Collected data entries
□ □ □

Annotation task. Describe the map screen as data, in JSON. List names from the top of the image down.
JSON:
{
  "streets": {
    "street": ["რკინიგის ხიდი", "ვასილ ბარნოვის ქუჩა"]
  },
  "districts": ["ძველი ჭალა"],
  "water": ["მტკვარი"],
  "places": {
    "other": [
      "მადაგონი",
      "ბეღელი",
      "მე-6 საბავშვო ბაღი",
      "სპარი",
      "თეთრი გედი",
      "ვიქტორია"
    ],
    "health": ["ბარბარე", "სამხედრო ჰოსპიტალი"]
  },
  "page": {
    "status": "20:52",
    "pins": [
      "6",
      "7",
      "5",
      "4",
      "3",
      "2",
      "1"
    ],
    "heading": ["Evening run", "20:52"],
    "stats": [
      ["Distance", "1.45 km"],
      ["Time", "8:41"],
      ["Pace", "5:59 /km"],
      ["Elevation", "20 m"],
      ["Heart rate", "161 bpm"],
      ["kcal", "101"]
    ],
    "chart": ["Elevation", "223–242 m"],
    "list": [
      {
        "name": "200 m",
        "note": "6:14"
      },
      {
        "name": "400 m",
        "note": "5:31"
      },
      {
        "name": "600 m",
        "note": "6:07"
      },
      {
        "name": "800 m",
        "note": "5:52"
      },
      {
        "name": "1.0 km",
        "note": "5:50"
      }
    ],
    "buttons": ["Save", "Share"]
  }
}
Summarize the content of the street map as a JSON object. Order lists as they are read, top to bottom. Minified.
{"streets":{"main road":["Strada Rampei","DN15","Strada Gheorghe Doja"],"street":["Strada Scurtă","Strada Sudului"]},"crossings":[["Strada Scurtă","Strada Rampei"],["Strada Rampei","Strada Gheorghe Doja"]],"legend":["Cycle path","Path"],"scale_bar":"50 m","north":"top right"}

□ □ □

## TASK TO CARRY OUT
Type the data out again, exactly.

## RESPONSE BOX
Annotation task. Describe the map screen as data, in JSON. List names from the top of the image down.
JSON:
{
  "streets": {
    "street": ["რკინიგის ხიდი", "ვასილ ბარნოვის ქუჩა"]
  },
  "districts": ["ძველი ჭალა"],
  "water": ["მტკვარი"],
  "places": {
    "other": [
      "მადაგონი",
      "ბეღელი",
      "მე-6 საბავშვო ბაღი",
      "სპარი",
      "თეთრი გედი",
      "ვიქტორია"
    ],
    "health": ["ბარბარე", "სამხედრო ჰოსპიტალი"]
  },
  "page": {
    "status": "20:52",
    "pins": [
      "6",
      "7",
      "5",
      "4",
      "3",
      "2",
      "1"
    ],
    "heading": ["Evening run", "20:52"],
    "stats": [
      ["Distance", "1.45 km"],
      ["Time", "8:41"],
      ["Pace", "5:59 /km"],
      ["Elevation", "20 m"],
      ["Heart rate", "161 bpm"],
      ["kcal", "101"]
    ],
    "chart": ["Elevation", "223–242 m"],
    "list": [
      {
        "name": "200 m",
        "note": "6:14"
      },
      {
        "name": "400 m",
        "note": "5:31"
      },
      {
        "name": "600 m",
        "note": "6:07"
      },
      {
        "name": "800 m",
        "note": "5:52"
      },
      {
        "name": "1.0 km",
        "note": "5:50"
      }
    ],
    "buttons": ["Save", "Share"]
  }
}
Summarize the content of the street map as a JSON object. Order lists as they are read, top to bottom. Minified.
{"streets":{"main road":["Strada Rampei","DN15","Strada Gheorghe Doja"],"street":["Strada Scurtă","Strada Sudului"]},"crossings":[["Strada Scurtă","Strada Rampei"],["Strada Rampei","Strada Gheorghe Doja"]],"legend":["Cycle path","Path"],"scale_bar":"50 m","north":"top right"}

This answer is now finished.